Saved data entries

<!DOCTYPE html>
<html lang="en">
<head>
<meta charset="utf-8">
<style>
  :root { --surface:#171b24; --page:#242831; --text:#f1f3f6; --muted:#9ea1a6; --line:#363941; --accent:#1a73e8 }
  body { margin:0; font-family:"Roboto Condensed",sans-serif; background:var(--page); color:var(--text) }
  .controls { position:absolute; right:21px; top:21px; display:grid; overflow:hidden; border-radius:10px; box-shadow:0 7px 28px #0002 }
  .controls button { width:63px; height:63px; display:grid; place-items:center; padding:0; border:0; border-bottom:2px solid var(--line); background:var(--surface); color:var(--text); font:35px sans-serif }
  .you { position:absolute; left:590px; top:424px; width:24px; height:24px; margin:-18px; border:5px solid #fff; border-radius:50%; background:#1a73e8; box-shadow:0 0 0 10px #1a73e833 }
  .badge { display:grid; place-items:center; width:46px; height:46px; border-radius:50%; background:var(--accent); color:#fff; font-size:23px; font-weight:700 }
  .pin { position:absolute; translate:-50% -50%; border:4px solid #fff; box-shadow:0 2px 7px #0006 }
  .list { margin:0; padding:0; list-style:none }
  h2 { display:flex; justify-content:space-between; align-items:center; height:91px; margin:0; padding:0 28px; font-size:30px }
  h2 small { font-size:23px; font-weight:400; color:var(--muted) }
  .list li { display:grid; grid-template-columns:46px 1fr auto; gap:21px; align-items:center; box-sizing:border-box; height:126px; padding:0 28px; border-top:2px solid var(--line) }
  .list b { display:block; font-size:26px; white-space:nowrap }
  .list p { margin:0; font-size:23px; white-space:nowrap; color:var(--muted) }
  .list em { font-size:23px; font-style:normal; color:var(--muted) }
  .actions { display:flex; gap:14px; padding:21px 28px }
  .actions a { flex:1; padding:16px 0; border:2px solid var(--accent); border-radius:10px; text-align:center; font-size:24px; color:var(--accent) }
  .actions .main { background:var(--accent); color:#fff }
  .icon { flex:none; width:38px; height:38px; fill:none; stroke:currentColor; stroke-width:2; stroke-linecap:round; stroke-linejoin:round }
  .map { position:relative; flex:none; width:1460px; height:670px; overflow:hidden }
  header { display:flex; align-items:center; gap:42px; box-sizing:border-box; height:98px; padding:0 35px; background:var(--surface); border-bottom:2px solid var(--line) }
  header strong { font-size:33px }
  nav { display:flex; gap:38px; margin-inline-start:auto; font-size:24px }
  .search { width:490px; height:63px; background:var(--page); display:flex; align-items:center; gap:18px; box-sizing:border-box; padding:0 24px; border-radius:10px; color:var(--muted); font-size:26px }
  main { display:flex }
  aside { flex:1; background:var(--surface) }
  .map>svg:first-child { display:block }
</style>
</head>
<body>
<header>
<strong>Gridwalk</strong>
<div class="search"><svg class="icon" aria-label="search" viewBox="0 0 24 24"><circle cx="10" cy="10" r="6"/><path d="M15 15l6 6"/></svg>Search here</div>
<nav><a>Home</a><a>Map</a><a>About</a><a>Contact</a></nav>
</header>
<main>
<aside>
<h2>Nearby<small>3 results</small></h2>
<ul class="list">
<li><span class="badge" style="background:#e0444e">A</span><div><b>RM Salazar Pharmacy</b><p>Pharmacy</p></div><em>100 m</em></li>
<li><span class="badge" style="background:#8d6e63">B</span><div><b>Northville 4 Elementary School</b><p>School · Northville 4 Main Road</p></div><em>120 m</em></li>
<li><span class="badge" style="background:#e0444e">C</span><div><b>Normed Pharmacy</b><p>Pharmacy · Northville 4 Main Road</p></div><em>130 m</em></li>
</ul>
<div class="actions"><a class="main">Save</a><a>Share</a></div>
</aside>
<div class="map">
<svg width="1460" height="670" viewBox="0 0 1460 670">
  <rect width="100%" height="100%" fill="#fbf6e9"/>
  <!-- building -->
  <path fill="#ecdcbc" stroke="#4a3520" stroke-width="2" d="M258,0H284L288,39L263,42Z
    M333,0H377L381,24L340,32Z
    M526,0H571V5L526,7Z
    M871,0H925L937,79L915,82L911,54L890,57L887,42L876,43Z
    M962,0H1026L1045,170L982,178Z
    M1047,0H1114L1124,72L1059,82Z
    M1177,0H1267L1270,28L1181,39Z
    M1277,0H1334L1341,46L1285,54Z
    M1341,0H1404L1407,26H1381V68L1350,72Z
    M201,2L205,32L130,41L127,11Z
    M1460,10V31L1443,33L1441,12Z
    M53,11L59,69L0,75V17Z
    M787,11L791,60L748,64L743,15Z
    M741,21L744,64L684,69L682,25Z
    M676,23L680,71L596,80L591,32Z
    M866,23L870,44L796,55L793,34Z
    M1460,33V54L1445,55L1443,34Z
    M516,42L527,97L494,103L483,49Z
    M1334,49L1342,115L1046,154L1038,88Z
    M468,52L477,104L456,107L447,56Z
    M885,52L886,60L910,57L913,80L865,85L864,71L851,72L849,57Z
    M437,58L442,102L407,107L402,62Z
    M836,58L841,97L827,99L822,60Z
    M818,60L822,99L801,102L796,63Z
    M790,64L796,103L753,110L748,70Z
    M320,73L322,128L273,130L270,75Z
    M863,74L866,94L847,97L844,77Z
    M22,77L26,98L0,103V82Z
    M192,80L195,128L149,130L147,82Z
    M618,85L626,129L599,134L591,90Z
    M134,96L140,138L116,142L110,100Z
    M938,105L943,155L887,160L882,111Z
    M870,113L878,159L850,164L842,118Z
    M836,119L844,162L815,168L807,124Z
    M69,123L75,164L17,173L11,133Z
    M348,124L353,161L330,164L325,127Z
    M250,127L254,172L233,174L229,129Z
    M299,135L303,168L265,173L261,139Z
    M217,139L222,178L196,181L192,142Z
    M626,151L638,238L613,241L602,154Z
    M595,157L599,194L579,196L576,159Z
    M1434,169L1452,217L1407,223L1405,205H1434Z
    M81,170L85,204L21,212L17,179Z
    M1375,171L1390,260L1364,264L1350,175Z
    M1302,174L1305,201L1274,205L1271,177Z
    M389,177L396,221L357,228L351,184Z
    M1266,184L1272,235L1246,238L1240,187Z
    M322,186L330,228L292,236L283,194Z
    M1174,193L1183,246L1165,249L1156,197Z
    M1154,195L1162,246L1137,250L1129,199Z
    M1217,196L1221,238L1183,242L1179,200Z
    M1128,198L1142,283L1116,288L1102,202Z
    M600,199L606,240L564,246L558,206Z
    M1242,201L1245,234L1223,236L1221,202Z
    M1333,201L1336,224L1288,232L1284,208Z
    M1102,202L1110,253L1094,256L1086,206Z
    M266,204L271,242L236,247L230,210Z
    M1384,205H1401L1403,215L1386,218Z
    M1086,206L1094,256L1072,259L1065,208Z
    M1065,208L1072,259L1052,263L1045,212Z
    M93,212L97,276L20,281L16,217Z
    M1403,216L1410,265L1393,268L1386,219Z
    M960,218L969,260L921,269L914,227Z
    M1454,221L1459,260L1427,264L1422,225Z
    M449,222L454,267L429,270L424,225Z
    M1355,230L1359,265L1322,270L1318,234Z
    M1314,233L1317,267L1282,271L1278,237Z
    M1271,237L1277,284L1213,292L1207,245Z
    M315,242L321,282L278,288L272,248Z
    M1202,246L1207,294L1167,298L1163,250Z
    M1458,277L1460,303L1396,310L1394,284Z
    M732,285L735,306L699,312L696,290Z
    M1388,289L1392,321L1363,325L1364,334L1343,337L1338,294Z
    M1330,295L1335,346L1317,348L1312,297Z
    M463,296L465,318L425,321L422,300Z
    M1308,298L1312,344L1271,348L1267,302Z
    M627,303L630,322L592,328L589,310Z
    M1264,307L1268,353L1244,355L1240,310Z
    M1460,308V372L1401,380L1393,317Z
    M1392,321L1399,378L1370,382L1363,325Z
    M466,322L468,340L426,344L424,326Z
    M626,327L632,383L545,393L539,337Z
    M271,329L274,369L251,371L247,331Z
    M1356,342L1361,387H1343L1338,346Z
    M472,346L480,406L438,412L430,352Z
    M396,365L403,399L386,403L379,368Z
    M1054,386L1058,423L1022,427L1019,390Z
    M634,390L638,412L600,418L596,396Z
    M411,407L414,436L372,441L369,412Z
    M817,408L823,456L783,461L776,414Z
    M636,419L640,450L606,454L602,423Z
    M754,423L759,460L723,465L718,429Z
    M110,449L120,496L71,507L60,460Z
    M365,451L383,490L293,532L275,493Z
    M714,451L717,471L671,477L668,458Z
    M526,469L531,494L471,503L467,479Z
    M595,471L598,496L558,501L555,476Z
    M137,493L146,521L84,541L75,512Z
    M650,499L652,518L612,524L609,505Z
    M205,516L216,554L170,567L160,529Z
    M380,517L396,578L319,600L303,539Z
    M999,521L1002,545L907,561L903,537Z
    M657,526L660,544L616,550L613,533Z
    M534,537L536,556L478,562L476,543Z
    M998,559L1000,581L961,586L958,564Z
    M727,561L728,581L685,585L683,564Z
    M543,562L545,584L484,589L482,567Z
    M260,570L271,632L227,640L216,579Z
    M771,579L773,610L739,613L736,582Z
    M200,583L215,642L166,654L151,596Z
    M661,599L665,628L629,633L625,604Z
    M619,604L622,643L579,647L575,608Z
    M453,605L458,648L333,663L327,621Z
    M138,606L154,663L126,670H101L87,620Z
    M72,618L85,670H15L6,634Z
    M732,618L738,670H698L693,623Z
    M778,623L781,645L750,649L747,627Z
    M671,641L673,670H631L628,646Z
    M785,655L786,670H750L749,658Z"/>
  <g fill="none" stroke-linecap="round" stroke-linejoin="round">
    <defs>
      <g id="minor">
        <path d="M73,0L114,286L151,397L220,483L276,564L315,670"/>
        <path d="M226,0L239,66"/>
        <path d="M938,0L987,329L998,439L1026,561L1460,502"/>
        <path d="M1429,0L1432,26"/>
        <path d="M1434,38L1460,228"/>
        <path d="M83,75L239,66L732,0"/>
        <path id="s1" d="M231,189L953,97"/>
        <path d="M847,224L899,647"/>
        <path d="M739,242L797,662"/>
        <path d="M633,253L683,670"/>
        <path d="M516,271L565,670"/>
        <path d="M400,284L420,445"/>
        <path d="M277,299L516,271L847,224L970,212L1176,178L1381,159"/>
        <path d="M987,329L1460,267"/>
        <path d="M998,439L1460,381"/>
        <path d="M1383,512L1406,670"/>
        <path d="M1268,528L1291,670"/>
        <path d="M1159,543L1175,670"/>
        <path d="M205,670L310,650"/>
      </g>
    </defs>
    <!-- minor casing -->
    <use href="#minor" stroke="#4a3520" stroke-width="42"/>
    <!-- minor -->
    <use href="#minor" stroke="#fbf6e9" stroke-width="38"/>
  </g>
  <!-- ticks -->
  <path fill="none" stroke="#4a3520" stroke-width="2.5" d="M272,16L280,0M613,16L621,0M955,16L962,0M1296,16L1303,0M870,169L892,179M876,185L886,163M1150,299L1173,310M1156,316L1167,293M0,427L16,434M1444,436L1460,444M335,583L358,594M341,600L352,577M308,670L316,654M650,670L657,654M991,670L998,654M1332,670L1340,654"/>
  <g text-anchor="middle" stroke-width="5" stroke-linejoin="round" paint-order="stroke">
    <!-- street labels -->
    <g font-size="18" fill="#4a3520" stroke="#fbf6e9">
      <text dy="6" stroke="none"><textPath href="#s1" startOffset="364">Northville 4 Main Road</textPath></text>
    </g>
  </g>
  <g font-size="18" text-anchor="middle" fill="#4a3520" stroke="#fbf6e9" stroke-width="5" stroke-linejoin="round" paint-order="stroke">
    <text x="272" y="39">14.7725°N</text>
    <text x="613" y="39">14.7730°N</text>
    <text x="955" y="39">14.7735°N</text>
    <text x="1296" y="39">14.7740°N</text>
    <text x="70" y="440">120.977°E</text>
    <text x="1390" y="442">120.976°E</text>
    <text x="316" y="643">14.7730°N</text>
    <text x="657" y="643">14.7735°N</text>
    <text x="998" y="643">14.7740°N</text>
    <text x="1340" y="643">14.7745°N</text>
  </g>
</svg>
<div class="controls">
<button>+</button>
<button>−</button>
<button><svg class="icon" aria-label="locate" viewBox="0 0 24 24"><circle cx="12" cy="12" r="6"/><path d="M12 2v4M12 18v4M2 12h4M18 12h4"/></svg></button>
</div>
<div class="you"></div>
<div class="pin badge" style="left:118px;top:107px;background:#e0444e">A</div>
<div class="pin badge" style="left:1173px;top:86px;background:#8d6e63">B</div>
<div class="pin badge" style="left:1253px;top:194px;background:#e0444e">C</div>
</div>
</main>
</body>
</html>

**Task objective**. Extract the first line above and each line after it up to and including the one with "width:63px; height:63px; display:grid;", please, exactly and with nothing else.

**Task output**.
<!DOCTYPE html>
<html lang="en">
<head>
<meta charset="utf-8">
<style>
  :root { --surface:#171b24; --page:#242831; --text:#f1f3f6; --muted:#9ea1a6; --line:#363941; --accent:#1a73e8 }
  body { margin:0; font-family:"Roboto Condensed",sans-serif; background:var(--page); color:var(--text) }
  .controls { position:absolute; right:21px; top:21px; display:grid; overflow:hidden; border-radius:10px; box-shadow:0 7px 28px #0002 }
  .controls button { width:63px; height:63px; display:grid; place-items:center; padding:0; border:0; border-bottom:2px solid var(--line); background:var(--surface); color:var(--text); font:35px sans-serif }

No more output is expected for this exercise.